### YOUR GOAL
Would you repeat all of the records underneath, exactly as written?

[Saved entries]
----

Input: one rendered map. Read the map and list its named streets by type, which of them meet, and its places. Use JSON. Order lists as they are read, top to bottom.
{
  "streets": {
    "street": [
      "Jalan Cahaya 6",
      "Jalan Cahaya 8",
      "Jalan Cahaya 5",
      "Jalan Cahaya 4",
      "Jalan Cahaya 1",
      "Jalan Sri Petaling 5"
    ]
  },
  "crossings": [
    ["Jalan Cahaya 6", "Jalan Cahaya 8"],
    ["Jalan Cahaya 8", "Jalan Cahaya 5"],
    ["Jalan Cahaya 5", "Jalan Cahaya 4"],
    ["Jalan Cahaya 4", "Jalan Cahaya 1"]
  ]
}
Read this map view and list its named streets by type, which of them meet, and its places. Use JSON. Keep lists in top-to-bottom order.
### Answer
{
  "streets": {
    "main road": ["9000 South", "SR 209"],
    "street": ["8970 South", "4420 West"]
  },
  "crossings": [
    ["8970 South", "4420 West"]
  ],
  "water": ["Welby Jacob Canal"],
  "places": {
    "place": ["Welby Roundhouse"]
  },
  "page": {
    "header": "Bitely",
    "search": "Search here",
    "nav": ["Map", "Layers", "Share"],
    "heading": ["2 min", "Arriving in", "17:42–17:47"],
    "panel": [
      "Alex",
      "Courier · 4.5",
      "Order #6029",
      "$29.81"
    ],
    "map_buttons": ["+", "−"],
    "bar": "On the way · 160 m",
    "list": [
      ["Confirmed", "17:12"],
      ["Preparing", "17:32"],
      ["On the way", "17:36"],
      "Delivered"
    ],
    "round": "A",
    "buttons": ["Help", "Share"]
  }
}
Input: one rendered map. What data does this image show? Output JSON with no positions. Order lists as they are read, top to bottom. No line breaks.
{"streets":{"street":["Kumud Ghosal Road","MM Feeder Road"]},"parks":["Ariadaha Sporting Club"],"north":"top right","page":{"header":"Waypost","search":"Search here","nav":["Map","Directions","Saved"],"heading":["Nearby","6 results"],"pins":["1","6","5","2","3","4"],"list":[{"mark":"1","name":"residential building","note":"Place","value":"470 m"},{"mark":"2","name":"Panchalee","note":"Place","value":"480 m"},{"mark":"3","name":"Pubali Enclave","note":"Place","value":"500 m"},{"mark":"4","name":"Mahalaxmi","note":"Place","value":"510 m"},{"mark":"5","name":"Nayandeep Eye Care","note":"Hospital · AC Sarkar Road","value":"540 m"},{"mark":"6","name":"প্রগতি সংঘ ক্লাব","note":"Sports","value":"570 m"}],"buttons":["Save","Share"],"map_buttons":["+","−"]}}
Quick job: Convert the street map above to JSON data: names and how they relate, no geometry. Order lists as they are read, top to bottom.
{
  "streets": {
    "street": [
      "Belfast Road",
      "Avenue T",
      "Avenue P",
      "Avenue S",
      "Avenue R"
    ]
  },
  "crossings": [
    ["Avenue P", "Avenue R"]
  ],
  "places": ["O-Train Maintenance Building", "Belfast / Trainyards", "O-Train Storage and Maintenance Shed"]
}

----

### RESPONSE AREA
Input: one rendered map. Read the map and list its named streets by type, which of them meet, and its places. Use JSON. Order lists as they are read, top to bottom.
{
  "streets": {
    "street": [
      "Jalan Cahaya 6",
      "Jalan Cahaya 8",
      "Jalan Cahaya 5",
      "Jalan Cahaya 4",
      "Jalan Cahaya 1",
      "Jalan Sri Petaling 5"
    ]
  },
  "crossings": [
    ["Jalan Cahaya 6", "Jalan Cahaya 8"],
    ["Jalan Cahaya 8", "Jalan Cahaya 5"],
    ["Jalan Cahaya 5", "Jalan Cahaya 4"],
    ["Jalan Cahaya 4", "Jalan Cahaya 1"]
  ]
}
Read this map view and list its named streets by type, which of them meet, and its places. Use JSON. Keep lists in top-to-bottom order.
### Answer
{
  "streets": {
    "main road": ["9000 South", "SR 209"],
    "street": ["8970 South", "4420 West"]
  },
  "crossings": [
    ["8970 South", "4420 West"]
  ],
  "water": ["Welby Jacob Canal"],
  "places": {
    "place": ["Welby Roundhouse"]
  },
  "page": {
    "header": "Bitely",
    "search": "Search here",
    "nav": ["Map", "Layers", "Share"],
    "heading": ["2 min", "Arriving in", "17:42–17:47"],
    "panel": [
      "Alex",
      "Courier · 4.5",
      "Order #6029",
      "$29.81"
    ],
    "map_buttons": ["+", "−"],
    "bar": "On the way · 160 m",
    "list": [
      ["Confirmed", "17:12"],
      ["Preparing", "17:32"],
      ["On the way", "17:36"],
      "Delivered"
    ],
    "round": "A",
    "buttons": ["Help", "Share"]
  }
}
Input: one rendered map. What data does this image show? Output JSON with no positions. Order lists as they are read, top to bottom. No line breaks.
{"streets":{"street":["Kumud Ghosal Road","MM Feeder Road"]},"parks":["Ariadaha Sporting Club"],"north":"top right","page":{"header":"Waypost","search":"Search here","nav":["Map","Directions","Saved"],"heading":["Nearby","6 results"],"pins":["1","6","5","2","3","4"],"list":[{"mark":"1","name":"residential building","note":"Place","value":"470 m"},{"mark":"2","name":"Panchalee","note":"Place","value":"480 m"},{"mark":"3","name":"Pubali Enclave","note":"Place","value":"500 m"},{"mark":"4","name":"Mahalaxmi","note":"Place","value":"510 m"},{"mark":"5","name":"Nayandeep Eye Care","note":"Hospital · AC Sarkar Road","value":"540 m"},{"mark":"6","name":"প্রগতি সংঘ ক্লাব","note":"Sports","value":"570 m"}],"buttons":["Save","Share"],"map_buttons":["+","−"]}}
Quick job: Convert the street map above to JSON data: names and how they relate, no geometry. Order lists as they are read, top to bottom.
{
  "streets": {
    "street": [
      "Belfast Road",
      "Avenue T",
      "Avenue P",
      "Avenue S",
      "Avenue R"
    ]
  },
  "crossings": [
    ["Avenue P", "Avenue R"]
  ],
  "places": ["O-Train Maintenance Building", "Belfast / Trainyards", "O-Train Storage and Maintenance Shed"]
}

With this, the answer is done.